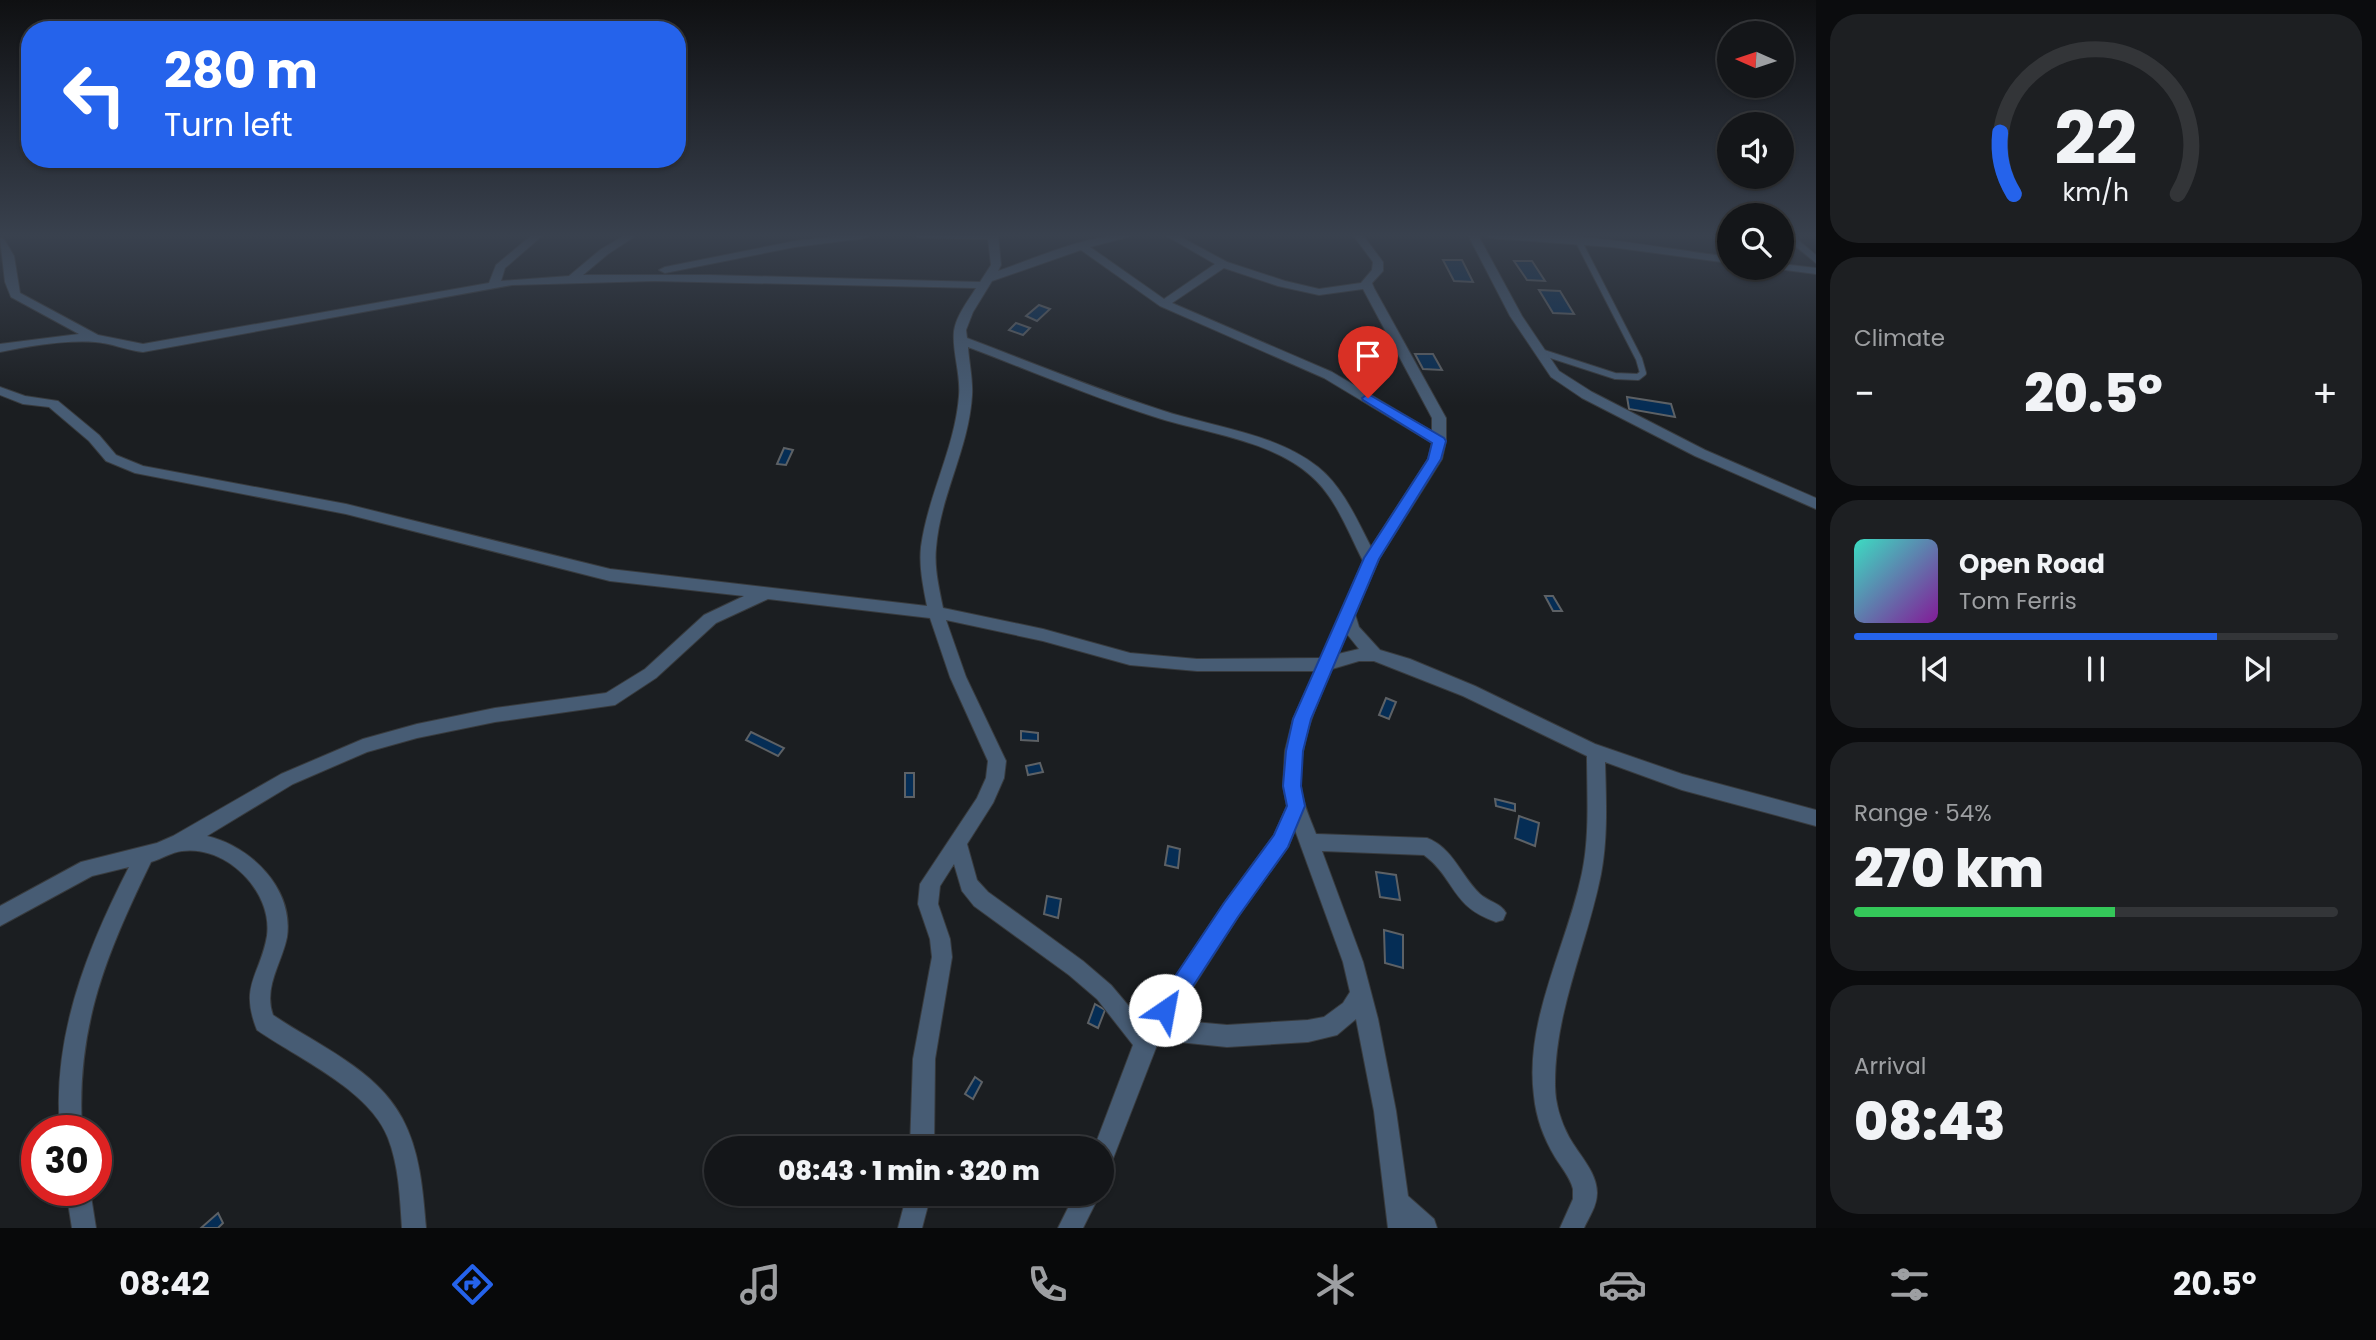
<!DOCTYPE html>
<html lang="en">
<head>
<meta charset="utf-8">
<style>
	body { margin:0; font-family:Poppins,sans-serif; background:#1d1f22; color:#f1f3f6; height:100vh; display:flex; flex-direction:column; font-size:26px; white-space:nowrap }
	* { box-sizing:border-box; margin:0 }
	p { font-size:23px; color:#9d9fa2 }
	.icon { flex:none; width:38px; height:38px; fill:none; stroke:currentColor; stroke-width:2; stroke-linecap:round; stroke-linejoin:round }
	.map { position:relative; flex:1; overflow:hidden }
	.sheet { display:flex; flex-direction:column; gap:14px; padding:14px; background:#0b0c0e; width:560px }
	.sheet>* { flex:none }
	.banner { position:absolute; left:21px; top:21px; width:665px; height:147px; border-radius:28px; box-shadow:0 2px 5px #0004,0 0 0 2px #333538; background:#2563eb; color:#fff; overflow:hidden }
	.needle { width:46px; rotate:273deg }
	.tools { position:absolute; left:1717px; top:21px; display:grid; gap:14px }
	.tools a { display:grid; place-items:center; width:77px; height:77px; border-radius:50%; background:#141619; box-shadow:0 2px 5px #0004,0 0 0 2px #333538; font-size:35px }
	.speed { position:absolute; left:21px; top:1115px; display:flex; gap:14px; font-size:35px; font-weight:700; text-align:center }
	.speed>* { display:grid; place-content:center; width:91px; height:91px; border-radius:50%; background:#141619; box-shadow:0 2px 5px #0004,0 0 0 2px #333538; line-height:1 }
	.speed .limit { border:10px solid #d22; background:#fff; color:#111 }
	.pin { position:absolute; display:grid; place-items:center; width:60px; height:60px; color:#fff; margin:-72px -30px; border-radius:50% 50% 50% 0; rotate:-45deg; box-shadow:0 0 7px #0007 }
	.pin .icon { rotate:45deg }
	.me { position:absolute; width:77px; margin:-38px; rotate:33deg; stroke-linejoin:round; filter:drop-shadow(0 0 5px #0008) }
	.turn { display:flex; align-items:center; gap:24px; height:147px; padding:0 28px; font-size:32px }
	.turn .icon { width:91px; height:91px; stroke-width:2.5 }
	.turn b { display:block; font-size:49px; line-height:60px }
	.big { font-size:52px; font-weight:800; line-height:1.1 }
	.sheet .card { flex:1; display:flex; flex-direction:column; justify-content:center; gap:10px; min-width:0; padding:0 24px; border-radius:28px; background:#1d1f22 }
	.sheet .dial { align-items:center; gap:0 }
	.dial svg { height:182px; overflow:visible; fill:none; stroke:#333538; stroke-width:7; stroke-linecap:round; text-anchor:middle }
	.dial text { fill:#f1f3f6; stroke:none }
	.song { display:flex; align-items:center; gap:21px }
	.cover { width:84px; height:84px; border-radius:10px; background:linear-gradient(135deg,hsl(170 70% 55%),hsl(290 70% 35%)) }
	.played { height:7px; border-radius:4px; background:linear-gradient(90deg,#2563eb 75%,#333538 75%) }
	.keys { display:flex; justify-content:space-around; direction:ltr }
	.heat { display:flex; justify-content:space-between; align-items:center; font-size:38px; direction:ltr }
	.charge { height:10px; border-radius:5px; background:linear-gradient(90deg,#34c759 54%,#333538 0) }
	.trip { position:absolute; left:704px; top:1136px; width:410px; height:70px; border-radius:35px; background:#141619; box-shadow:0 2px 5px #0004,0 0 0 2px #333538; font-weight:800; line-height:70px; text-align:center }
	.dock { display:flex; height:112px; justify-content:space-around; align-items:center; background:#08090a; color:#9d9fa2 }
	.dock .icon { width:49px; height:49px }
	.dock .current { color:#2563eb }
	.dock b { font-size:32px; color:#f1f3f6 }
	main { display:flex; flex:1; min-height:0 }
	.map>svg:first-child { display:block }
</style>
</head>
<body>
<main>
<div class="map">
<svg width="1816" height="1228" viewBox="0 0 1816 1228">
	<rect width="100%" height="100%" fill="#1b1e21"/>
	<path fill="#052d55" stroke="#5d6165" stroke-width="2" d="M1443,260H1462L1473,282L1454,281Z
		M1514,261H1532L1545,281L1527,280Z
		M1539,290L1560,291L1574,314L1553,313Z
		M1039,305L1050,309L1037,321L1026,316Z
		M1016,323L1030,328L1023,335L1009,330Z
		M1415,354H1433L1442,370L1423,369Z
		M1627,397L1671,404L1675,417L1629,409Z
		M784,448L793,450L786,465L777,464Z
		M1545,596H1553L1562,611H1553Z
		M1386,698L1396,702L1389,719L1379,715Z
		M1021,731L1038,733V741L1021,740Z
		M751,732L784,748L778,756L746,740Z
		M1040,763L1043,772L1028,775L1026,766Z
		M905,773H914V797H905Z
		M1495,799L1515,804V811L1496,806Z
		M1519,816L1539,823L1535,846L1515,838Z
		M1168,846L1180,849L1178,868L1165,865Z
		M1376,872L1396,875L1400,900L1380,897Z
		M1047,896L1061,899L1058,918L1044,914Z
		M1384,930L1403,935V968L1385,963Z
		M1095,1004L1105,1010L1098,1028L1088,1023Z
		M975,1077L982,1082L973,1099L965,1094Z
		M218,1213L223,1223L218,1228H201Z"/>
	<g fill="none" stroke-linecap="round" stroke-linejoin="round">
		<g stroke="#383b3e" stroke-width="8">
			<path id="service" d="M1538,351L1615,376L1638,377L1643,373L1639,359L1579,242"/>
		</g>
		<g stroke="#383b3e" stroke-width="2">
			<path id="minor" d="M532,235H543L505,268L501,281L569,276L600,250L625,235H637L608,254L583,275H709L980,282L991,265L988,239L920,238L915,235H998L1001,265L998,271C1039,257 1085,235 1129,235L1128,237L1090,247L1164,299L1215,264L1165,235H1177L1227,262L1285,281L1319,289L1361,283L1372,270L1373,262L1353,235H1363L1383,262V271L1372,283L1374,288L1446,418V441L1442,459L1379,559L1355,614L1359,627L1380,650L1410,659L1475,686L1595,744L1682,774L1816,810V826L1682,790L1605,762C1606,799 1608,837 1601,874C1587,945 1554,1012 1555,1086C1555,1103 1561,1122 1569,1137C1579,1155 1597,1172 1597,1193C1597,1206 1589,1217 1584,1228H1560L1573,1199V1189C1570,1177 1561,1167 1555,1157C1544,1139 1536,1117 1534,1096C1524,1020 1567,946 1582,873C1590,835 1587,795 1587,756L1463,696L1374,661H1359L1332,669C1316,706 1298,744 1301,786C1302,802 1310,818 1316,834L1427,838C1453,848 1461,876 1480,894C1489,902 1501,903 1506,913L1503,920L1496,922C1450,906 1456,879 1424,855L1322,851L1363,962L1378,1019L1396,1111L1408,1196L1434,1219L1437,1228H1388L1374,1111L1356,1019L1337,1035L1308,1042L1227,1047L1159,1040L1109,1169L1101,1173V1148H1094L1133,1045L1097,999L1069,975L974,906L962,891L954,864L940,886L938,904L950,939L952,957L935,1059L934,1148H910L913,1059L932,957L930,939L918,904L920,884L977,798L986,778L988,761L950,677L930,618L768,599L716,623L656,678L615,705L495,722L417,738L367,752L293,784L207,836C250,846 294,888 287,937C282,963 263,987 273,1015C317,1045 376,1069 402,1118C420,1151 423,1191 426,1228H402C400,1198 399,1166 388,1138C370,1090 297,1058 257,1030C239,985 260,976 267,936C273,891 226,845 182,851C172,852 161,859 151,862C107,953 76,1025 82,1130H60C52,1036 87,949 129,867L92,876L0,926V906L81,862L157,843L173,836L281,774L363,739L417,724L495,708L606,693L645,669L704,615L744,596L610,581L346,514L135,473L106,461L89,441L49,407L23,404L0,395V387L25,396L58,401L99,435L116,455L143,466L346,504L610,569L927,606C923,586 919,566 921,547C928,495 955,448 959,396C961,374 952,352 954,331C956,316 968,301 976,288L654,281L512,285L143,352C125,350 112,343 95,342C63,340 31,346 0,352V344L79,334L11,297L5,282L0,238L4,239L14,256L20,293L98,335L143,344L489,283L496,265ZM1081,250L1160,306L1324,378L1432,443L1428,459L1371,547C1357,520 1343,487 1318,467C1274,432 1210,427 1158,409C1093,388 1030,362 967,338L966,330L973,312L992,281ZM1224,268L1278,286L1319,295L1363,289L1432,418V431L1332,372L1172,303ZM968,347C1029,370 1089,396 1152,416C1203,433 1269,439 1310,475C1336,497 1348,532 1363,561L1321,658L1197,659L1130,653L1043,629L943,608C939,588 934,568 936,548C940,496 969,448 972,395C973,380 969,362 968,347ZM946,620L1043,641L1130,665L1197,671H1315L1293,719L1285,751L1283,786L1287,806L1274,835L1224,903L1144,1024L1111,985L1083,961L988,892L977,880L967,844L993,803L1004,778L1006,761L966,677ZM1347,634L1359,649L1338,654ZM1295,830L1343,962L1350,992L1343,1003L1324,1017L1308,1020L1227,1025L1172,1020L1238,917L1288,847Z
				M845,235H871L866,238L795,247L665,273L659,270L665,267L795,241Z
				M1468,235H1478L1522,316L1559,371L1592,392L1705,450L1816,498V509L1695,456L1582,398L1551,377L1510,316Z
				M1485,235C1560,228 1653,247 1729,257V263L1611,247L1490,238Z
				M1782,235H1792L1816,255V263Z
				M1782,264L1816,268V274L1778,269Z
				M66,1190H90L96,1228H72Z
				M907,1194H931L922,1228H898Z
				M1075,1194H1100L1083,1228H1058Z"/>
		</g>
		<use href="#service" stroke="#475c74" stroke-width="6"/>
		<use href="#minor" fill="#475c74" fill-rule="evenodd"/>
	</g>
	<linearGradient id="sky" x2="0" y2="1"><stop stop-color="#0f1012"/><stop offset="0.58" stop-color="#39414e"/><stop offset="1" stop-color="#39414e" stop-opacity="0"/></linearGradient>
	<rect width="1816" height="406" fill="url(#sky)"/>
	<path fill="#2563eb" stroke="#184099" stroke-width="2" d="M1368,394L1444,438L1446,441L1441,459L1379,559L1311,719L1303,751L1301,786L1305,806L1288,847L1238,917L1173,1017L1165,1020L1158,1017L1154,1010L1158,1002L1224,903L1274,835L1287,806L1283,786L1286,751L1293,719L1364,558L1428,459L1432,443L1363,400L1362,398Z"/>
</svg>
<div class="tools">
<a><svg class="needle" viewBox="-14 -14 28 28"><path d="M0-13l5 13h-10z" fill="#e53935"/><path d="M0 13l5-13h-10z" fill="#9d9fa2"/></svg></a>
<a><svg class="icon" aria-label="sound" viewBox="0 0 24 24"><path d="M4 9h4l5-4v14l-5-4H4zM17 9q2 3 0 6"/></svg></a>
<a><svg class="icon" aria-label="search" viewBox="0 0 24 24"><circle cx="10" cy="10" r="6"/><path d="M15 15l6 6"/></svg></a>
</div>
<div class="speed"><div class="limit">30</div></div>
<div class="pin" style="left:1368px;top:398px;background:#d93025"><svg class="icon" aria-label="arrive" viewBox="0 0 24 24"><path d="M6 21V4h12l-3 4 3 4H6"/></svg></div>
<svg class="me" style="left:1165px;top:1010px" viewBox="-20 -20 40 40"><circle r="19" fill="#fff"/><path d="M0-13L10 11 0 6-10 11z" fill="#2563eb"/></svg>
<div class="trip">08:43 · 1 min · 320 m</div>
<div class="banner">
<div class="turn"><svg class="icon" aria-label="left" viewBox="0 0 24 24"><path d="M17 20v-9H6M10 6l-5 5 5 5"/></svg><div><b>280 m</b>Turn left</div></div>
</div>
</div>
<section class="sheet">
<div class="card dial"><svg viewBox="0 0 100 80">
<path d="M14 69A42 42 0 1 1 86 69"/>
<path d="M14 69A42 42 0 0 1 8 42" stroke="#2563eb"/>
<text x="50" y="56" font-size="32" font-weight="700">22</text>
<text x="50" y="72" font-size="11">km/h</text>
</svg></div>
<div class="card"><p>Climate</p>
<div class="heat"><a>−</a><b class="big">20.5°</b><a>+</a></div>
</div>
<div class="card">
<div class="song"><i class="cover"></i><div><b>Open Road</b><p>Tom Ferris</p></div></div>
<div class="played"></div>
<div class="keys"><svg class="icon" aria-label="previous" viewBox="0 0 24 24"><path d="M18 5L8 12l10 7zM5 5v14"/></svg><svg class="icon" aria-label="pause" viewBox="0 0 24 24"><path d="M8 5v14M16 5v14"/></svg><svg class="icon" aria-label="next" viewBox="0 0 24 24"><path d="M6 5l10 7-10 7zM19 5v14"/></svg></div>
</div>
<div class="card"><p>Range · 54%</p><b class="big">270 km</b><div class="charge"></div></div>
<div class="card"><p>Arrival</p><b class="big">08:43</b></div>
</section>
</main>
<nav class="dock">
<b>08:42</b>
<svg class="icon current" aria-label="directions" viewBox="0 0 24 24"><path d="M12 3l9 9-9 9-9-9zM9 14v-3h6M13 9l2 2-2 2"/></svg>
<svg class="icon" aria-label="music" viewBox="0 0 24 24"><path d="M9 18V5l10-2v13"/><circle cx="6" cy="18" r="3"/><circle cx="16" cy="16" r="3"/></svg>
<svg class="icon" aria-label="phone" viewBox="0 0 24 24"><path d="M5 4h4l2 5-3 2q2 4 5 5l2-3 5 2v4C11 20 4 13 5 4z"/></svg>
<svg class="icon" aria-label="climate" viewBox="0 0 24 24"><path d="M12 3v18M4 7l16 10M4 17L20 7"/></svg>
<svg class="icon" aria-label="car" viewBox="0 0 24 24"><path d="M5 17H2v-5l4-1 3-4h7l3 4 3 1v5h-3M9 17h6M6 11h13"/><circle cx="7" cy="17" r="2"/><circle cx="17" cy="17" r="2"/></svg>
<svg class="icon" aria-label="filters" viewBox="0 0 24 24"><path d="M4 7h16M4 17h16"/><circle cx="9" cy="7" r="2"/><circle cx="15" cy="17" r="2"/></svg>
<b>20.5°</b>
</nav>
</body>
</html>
☆ ☆ ☆
Task goal.
Lines wanted from the listing above: the line with "width:84px; height:84px; border-radius:10px;" up to and including the line with "display:flex; justify-content:space-between; align-items:center;". Please write them out exactly, adding nothing else.

Your response.
	.cover { width:84px; height:84px; border-radius:10px; background:linear-gradient(135deg,hsl(170 70% 55%),hsl(290 70% 35%)) }
	.played { height:7px; border-radius:4px; background:linear-gradient(90deg,#2563eb 75%,#333538 75%) }
	.keys { display:flex; justify-content:space-around; direction:ltr }
	.heat { display:flex; justify-content:space-between; align-items:center; font-size:38px; direction:ltr }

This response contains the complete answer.